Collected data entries
# # # #
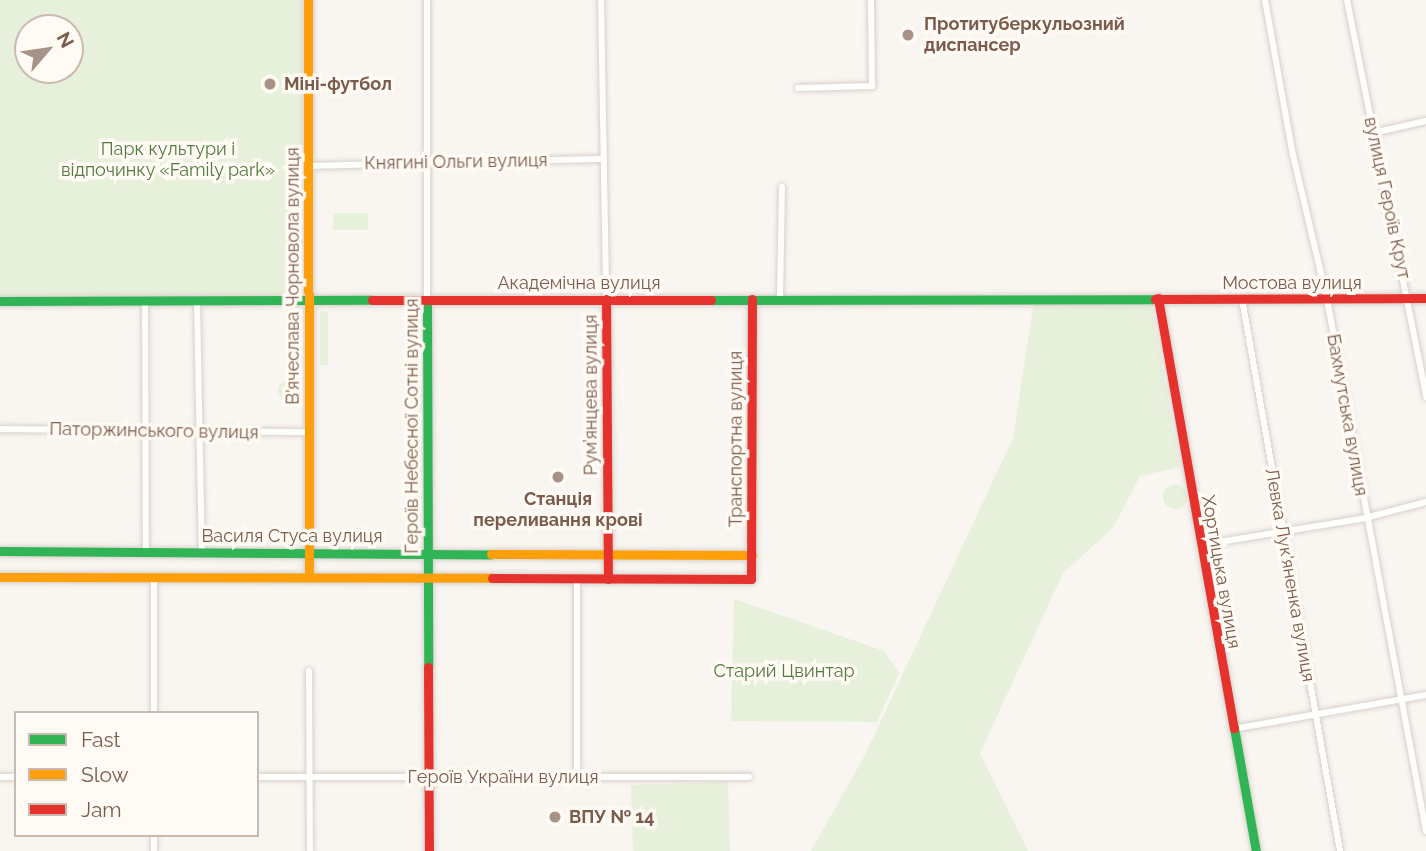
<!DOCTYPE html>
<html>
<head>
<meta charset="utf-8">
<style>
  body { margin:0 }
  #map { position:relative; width:1426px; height:851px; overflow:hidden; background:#f9f5f0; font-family:Raleway,sans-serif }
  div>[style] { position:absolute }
  .green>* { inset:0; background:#e7f0db }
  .round { border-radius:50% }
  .roads { filter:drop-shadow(0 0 2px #d7d1cb) drop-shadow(0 0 2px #d7d1cb) }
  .street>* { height:6px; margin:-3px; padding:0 3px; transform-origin:3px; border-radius:3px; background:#fefefd }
  .fast>* { height:9px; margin:-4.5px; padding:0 4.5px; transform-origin:4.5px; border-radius:4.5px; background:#30b455 }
  .slow>* { height:9px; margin:-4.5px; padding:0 4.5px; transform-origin:4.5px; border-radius:4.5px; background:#ff9f0a }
  .jam>* { height:9px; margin:-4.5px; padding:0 4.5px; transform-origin:4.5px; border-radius:4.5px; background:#e5322d }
  .dots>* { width:19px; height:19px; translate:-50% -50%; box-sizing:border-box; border:4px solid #fffaf3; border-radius:50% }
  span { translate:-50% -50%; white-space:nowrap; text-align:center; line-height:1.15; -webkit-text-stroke:7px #fffaf3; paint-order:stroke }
  .poi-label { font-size:18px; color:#7a5c4d; font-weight:700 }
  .left { translate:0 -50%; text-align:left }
  .park-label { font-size:18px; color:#537a41 }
  .street-label { font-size:18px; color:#7a5c4d }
  .legend { position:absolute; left:14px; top:711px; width:245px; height:126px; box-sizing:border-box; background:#fffaf3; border:2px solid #cabbb1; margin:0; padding:9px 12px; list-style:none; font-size:21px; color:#7a5c4d }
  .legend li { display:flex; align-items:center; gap:14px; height:35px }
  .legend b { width:35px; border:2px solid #cabbb1 }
  .north { position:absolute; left:14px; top:14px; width:70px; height:70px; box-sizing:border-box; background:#fffaf3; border:2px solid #cabbb1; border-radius:50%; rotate:61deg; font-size:19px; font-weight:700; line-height:28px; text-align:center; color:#7a5c4d }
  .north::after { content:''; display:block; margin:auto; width:24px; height:32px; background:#a69286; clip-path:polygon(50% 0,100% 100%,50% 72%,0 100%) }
</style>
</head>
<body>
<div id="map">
  <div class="green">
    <div style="clip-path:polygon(evenodd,0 0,302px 0,303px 293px,298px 298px,0 297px,0 0,28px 28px,70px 28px,70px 70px,28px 70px,28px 28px)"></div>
    <div style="clip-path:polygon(333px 213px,368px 213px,368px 230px,333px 230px)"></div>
    <div style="clip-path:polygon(1034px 301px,1151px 303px,1180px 467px,1140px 476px,1113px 528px,1063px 573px,980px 753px,1028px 851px,811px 851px,865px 755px,1013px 438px)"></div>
    <div style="clip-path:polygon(320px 311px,328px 312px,328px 365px,320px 365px)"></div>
    <div class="round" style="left:278px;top:381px;width:18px;height:18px"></div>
    <div class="round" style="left:1163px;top:485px;width:24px;height:24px"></div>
    <div style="clip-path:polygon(734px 599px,884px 651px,899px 673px,877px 722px,731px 721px)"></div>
    <div style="clip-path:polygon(728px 782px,730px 851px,633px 851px,631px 785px)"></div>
  </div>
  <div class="roads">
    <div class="street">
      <div style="left:601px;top:0;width:299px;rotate:89deg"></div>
      <div style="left:1265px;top:0;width:158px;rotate:79.8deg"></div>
      <div style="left:1293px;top:155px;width:148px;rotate:76.7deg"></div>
      <div style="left:1327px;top:299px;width:541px;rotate:79.46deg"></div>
      <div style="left:1347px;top:0;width:405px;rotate:78.7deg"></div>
      <div style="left:798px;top:88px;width:74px;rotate:-1.5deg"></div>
      <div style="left:872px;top:86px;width:86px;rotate:-90.7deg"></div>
      <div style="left:1373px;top:133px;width:54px;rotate:-12.8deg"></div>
      <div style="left:308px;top:166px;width:296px;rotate:-1.4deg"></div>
      <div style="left:780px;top:299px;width:112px;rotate:-89deg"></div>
      <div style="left:1242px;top:299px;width:561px;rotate:79.93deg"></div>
      <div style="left:427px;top:300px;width:300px;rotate:-90deg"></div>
      <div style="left:145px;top:301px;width:251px;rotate:89.8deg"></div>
      <div style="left:197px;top:301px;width:251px;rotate:88.9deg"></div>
      <div style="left:0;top:429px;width:309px;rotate:0.6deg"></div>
      <div style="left:1201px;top:545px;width:166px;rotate:-9.3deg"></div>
      <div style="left:1365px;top:518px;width:63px;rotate:-14.7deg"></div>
      <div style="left:309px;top:671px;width:180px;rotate:89.7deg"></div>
      <div style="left:154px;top:713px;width:136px;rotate:-90deg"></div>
      <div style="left:1233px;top:729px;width:196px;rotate:-10deg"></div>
      <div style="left:0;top:777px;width:16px"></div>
      <div style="left:257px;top:777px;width:492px"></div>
      <div style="left:577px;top:777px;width:198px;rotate:-90deg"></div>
      <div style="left:154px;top:835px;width:16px;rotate:90deg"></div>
    </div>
    <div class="fast">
      <div style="left:427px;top:300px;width:367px;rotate:89.8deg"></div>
      <div style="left:711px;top:300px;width:444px;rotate:-0.1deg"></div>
      <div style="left:0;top:301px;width:372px;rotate:-0.2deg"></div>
      <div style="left:0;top:551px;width:491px;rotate:0.4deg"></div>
      <div style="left:1234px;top:728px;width:125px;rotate:79.9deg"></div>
    </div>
    <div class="slow">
      <div style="left:308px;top:0;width:577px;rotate:89.9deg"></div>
      <div style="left:491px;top:554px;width:261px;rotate:0.2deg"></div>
      <div style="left:0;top:577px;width:492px;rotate:0.1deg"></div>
    </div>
    <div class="jam">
      <div style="left:1158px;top:298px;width:437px;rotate:80deg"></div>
      <div style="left:606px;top:299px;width:280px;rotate:89.6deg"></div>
      <div style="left:1155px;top:299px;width:271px;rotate:-0.2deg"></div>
      <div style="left:372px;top:300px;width:339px"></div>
      <div style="left:492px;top:578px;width:259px;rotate:0.2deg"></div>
      <div style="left:751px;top:579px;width:280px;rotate:-89.8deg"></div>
      <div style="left:428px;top:667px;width:184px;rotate:89.7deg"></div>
    </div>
  </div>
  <div class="dots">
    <div style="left:908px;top:35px;background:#a69286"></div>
    <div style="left:270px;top:84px;background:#a69286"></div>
    <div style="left:558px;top:477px;background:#a69286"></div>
    <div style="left:555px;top:817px;background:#a69286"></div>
  </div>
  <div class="poi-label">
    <span class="left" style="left:924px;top:35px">Протитуберкульозний<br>диспансер</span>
    <span class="left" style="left:284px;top:84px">Міні-футбол</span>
    <span style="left:558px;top:510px">Станція<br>переливання крові</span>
    <span class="left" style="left:569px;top:817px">ВПУ № 14</span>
  </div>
  <div class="park-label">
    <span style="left:168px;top:160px">Парк культури і<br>відпочинку «Family park»</span>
    <span style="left:784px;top:671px">Старий Цвинтар</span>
  </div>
  <div class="street-label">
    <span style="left:456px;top:162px;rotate:-1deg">Княгині Ольги вулиця</span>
    <span style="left:1387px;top:198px;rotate:78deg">вулиця Героїв Крут</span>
    <span style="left:293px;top:276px;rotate:-90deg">В'ячеслава Чорновола вулиця</span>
    <span style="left:579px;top:283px">Академічна вулиця</span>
    <span style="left:1292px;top:283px">Мостова вулиця</span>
    <span style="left:591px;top:395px;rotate:-90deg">Рум’янцева вулиця</span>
    <span style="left:1347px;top:415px;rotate:80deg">Бахмутська вулиця</span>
    <span style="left:412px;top:426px;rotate:-90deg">Героїв Небесної Сотні вулиця</span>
    <span style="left:154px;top:431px;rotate:1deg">Паторжинського вулиця</span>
    <span style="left:736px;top:439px;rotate:-90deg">Транспортна вулиця</span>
    <span style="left:292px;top:536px">Василя Стуса вулиця</span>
    <span style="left:1221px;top:572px;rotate:80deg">Хортицька вулиця</span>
    <span style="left:1290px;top:575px;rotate:80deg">Левка Лук'яненка вулиця</span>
    <span style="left:503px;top:777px">Героїв України вулиця</span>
  </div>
  <ul class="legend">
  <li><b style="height:9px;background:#30b455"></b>Fast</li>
  <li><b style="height:9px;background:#ff9f0a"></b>Slow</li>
  <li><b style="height:9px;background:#e5322d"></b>Jam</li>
  </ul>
  <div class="north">N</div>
</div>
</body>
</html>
# # # #
▸ **AIM OF THE EXERCISE**
An exact copy of the lines above, from the one containing "position:relative; width:1426px; height:851px;" through the one containing "filter:drop-shadow(0 0 2px", is the whole of the answer.

▸ **REPLY**
  #map { position:relative; width:1426px; height:851px; overflow:hidden; background:#f9f5f0; font-family:Raleway,sans-serif }
  div>[style] { position:absolute }
  .green>* { inset:0; background:#e7f0db }
  .round { border-radius:50% }
  .roads { filter:drop-shadow(0 0 2px #d7d1cb) drop-shadow(0 0 2px #d7d1cb) }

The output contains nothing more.